-- What you are asked to do --
Keep the lines exact and the pictures out as you repeat the following listing.

[[ Material shown, beginning ]]

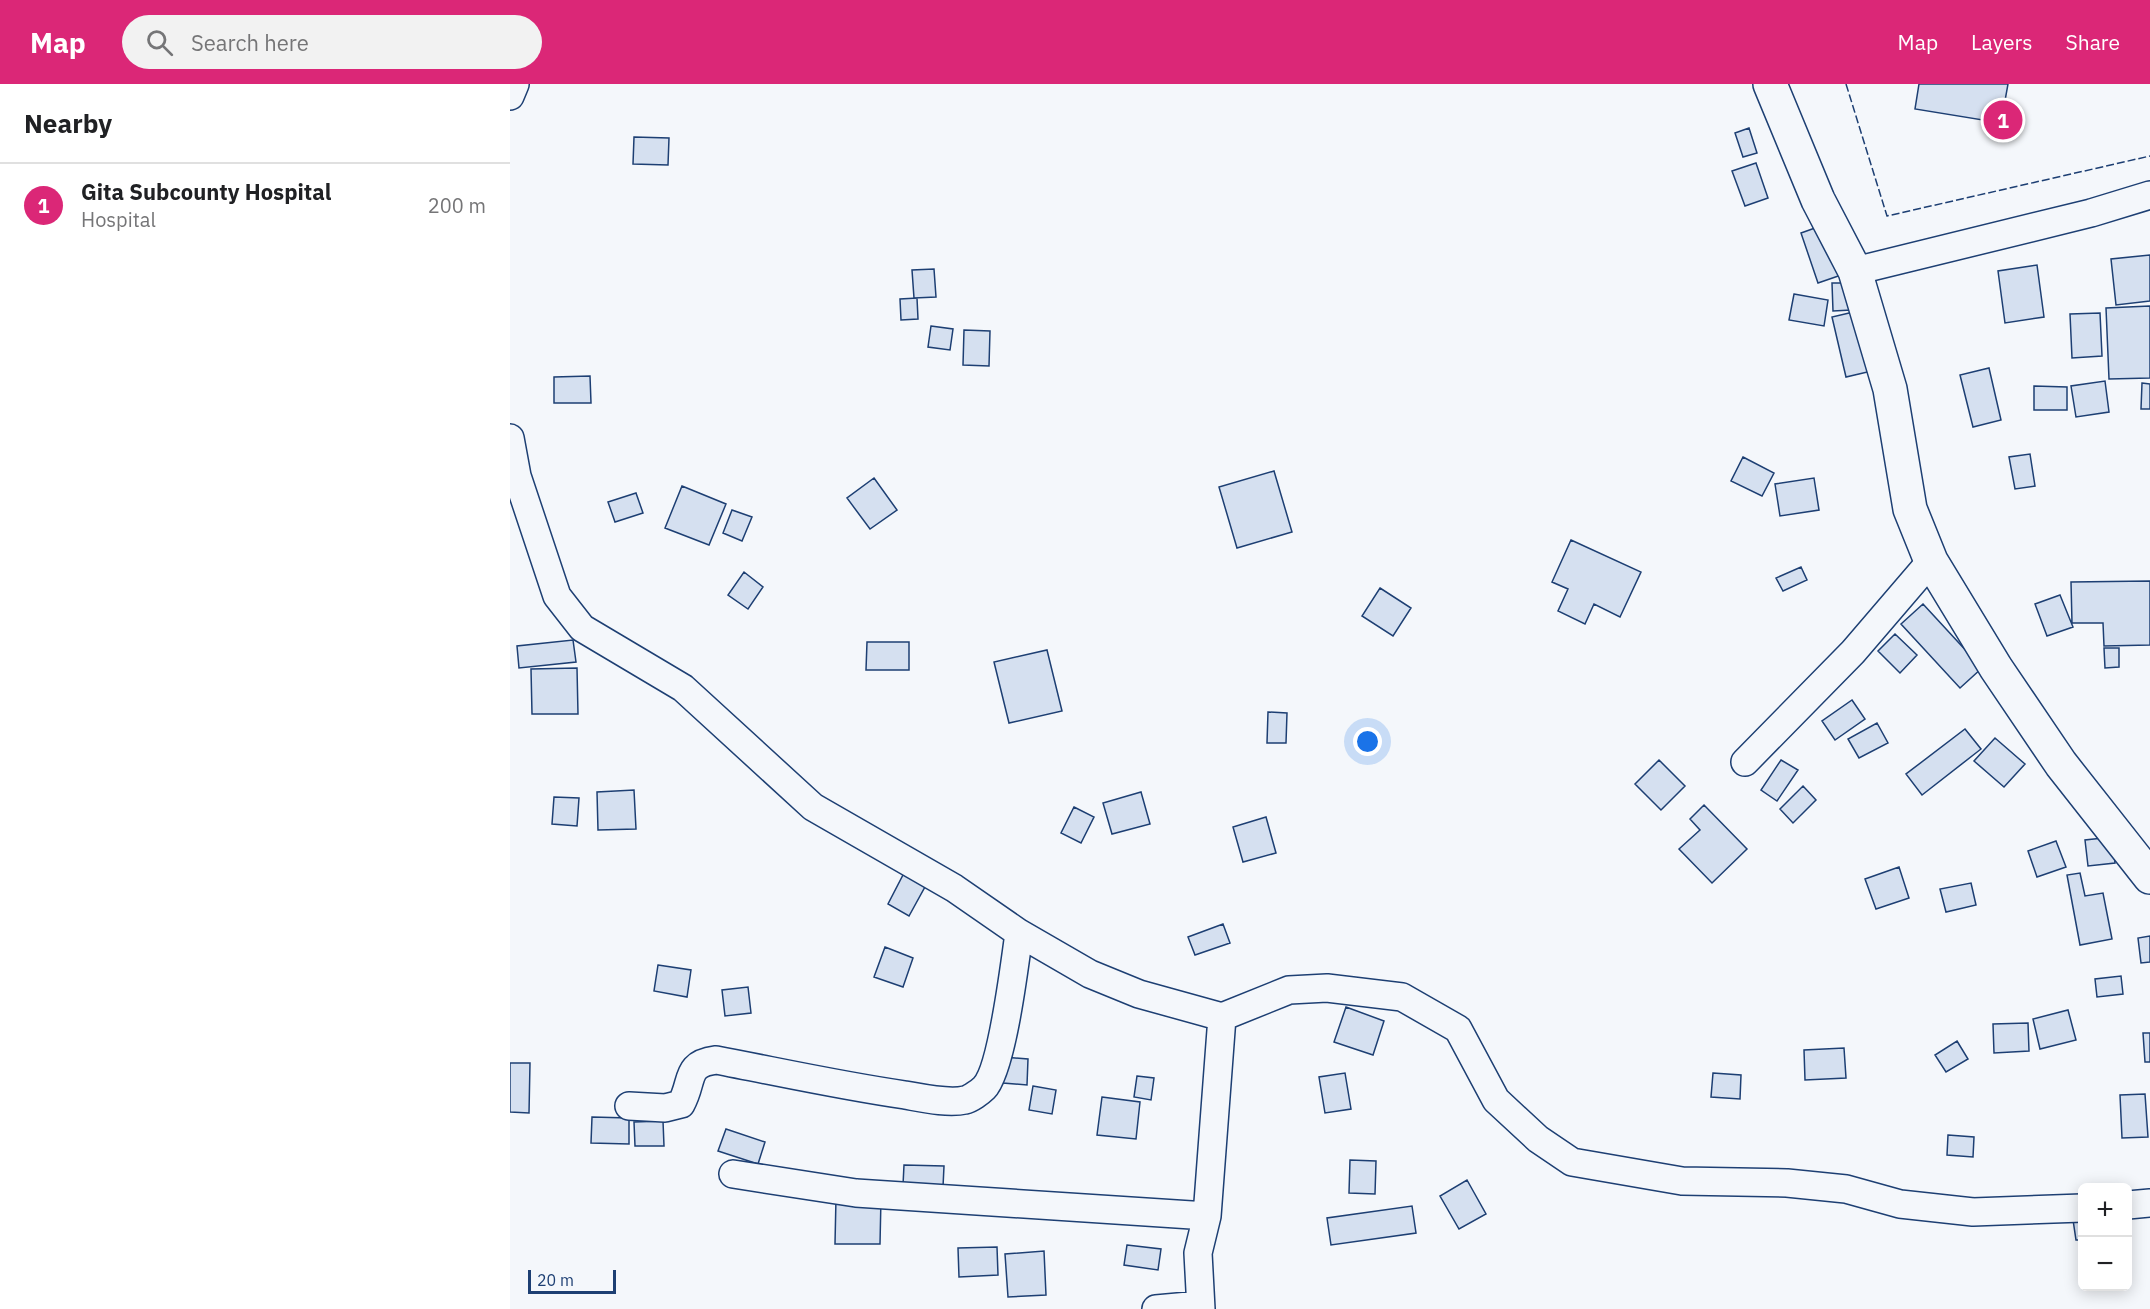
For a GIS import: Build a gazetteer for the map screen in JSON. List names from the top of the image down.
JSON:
{
  "scale_bar": "20 m",
  "page": {
    "header": "Map",
    "search": "Search here",
    "nav": ["Map", "Layers", "Share"],
    "heading": "Nearby",
    "pins": "1",
    "list": [
      {
        "mark": "1",
        "name": "Gita Subcounty Hospital",
        "note": "Hospital",
        "value": "200 m"
      }
    ],
    "map_buttons": ["+", "−"],
    "scale": "20 m"
  }
}
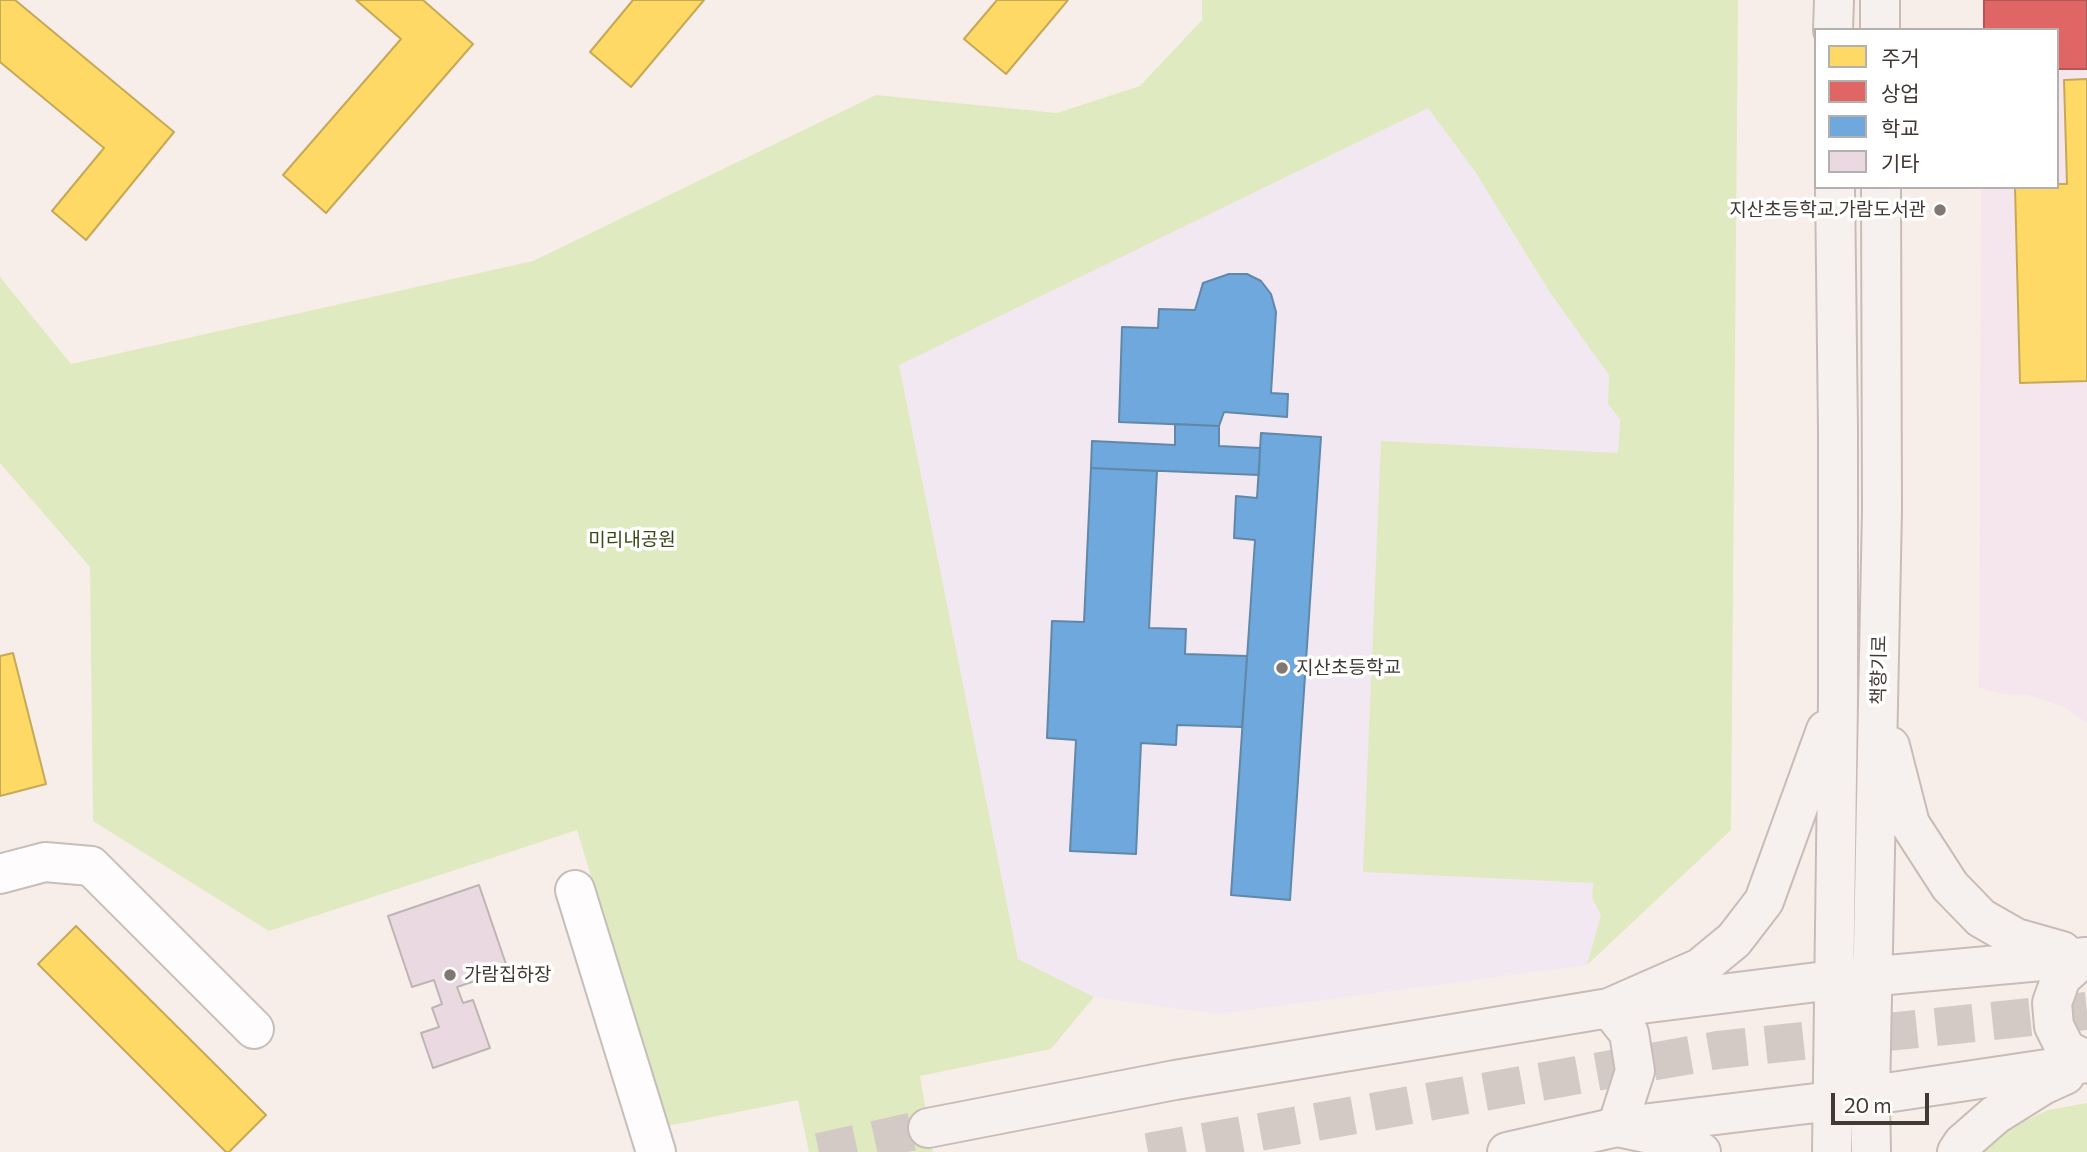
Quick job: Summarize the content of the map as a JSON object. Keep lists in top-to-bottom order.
{
  "streets": {
    "main road": ["책향기로"]
  },
  "parks": ["미리내공원"],
  "places": ["지산초등학교.가람도서관", "지산초등학교", "가람집하장"],
  "legend": [
    "주거",
    "상업",
    "학교",
    "기타"
  ],
  "scale_bar": "20 m"
}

[[ Material shown, end ]]

-- Reply --
For a GIS import: Build a gazetteer for the map screen in JSON. List names from the top of the image down.
JSON:
{
  "scale_bar": "20 m",
  "page": {
    "header": "Map",
    "search": "Search here",
    "nav": ["Map", "Layers", "Share"],
    "heading": "Nearby",
    "pins": "1",
    "list": [
      {
        "mark": "1",
        "name": "Gita Subcounty Hospital",
        "note": "Hospital",
        "value": "200 m"
      }
    ],
    "map_buttons": ["+", "−"],
    "scale": "20 m"
  }
}
Quick job: Summarize the content of the map as a JSON object. Keep lists in top-to-bottom order.
{
  "streets": {
    "main road": ["책향기로"]
  },
  "parks": ["미리내공원"],
  "places": ["지산초등학교.가람도서관", "지산초등학교", "가람집하장"],
  "legend": [
    "주거",
    "상업",
    "학교",
    "기타"
  ],
  "scale_bar": "20 m"
}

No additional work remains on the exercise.